- **Listed entries**
------------
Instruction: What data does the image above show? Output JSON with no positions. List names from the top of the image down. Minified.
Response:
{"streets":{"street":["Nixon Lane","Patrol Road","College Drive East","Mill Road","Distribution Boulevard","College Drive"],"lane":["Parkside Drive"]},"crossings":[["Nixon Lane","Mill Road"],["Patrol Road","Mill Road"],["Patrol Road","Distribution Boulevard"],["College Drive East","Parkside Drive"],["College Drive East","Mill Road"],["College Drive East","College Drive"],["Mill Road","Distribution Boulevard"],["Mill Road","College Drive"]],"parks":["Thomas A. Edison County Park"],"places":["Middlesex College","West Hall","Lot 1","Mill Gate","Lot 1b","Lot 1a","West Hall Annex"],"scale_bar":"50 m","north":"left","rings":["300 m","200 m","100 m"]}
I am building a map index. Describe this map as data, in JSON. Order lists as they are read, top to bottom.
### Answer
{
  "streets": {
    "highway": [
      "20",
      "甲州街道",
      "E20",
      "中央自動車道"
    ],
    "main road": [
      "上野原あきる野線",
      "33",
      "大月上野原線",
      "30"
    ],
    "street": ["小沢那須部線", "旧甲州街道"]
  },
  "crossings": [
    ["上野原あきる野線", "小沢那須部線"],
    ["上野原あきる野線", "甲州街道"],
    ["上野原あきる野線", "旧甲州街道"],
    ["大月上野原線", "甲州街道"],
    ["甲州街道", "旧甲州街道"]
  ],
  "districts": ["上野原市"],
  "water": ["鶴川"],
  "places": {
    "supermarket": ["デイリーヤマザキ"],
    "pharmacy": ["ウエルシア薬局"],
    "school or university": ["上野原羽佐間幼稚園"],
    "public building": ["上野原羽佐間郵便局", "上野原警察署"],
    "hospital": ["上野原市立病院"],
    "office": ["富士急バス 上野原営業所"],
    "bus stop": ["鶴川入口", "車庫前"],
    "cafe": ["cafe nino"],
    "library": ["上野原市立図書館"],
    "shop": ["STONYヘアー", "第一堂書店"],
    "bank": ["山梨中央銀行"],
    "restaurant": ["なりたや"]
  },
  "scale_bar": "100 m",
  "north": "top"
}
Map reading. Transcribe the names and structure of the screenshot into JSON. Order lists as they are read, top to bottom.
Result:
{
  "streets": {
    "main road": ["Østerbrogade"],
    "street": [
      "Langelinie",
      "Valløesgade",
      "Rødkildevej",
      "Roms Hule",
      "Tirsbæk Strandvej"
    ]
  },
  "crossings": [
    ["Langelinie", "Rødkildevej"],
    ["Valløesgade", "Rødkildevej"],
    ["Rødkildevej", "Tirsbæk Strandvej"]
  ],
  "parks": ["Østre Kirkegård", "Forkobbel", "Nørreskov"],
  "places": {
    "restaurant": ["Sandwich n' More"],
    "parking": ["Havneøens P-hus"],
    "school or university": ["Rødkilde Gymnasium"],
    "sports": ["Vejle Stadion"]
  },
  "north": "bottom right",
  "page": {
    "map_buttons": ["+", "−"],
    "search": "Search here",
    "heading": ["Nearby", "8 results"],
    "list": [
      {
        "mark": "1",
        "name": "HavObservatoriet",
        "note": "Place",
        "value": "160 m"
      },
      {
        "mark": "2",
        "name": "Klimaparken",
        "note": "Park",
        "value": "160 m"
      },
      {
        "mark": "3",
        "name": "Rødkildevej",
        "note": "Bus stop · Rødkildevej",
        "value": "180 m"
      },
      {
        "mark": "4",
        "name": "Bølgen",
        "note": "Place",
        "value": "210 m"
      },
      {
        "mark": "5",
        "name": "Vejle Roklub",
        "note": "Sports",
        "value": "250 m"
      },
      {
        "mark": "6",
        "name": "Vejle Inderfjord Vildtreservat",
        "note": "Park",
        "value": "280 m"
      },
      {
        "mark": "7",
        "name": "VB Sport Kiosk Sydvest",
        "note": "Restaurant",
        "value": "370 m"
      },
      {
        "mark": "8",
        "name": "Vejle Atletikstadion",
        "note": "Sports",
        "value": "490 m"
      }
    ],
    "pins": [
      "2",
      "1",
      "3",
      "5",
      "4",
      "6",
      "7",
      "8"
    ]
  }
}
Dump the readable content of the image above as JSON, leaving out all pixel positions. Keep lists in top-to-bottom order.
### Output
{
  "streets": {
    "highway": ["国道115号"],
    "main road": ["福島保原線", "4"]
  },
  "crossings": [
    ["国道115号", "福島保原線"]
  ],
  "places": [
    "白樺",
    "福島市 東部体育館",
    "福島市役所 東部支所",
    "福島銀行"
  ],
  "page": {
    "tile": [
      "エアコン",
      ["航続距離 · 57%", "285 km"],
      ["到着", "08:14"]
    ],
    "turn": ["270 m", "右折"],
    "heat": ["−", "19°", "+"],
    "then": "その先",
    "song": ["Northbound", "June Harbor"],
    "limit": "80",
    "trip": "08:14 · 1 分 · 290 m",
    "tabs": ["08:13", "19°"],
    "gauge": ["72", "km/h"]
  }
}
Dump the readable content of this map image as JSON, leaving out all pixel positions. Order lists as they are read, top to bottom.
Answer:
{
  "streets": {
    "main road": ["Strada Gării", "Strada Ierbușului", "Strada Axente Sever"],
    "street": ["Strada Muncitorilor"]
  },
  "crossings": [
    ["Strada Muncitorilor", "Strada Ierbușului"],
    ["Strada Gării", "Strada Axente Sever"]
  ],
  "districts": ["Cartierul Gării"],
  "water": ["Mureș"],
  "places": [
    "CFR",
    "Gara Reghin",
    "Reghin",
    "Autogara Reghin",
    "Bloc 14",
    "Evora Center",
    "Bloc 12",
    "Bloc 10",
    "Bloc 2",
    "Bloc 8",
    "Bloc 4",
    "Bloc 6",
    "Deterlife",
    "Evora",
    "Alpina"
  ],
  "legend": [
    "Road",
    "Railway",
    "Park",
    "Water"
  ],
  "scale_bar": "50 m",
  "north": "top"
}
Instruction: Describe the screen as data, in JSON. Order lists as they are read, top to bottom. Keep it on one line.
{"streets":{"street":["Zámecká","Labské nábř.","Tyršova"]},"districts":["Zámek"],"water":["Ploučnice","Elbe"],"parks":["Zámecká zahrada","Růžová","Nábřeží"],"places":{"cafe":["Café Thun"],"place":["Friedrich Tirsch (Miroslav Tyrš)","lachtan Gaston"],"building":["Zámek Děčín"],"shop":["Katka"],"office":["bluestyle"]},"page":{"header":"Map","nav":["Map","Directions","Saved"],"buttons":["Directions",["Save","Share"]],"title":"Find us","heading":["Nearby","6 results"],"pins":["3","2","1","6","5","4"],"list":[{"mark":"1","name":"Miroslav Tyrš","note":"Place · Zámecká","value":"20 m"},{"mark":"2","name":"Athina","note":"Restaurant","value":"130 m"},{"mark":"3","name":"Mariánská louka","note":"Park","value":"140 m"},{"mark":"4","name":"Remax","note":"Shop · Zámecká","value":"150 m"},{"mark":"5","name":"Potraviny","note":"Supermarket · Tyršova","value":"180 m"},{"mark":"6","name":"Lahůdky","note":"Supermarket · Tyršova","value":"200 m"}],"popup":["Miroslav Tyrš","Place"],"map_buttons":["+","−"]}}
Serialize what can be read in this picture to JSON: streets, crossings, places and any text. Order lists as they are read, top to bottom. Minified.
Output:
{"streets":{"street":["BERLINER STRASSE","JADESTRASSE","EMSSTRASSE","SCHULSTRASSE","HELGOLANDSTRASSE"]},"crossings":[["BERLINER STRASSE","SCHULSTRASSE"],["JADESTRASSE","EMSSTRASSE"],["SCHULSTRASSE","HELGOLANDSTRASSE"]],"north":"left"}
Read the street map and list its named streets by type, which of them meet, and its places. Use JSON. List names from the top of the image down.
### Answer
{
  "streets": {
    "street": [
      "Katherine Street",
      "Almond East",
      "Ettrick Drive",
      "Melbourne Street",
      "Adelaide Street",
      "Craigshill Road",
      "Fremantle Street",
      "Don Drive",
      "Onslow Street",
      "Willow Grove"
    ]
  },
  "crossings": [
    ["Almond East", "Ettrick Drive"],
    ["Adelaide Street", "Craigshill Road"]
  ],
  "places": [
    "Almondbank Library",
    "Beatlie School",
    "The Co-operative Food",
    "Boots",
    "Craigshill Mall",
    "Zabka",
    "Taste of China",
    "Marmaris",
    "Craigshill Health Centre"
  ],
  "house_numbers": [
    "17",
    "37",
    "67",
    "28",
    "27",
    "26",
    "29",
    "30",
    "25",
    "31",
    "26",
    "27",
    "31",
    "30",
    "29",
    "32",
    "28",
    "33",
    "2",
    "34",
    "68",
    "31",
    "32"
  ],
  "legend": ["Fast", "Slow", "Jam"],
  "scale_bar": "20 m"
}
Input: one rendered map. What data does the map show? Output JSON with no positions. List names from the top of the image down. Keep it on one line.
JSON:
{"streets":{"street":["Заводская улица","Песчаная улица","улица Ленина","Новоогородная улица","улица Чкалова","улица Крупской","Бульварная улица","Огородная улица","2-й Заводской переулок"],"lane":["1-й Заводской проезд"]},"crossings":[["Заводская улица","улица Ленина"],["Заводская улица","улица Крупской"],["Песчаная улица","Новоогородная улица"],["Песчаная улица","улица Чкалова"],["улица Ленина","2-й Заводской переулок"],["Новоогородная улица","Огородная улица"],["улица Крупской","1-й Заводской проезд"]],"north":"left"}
------------
- **Task details**
Set down exactly the lines beginning at the one that holds "Input: one rendered" and ending with the last line of the data.

- **Exercise solution**
Input: one rendered map. What data does the map show? Output JSON with no positions. List names from the top of the image down. Keep it on one line.
JSON:
{"streets":{"street":["Заводская улица","Песчаная улица","улица Ленина","Новоогородная улица","улица Чкалова","улица Крупской","Бульварная улица","Огородная улица","2-й Заводской переулок"],"lane":["1-й Заводской проезд"]},"crossings":[["Заводская улица","улица Ленина"],["Заводская улица","улица Крупской"],["Песчаная улица","Новоогородная улица"],["Песчаная улица","улица Чкалова"],["улица Ленина","2-й Заводской переулок"],["Новоогородная улица","Огородная улица"],["улица Крупской","1-й Заводской проезд"]],"north":"left"}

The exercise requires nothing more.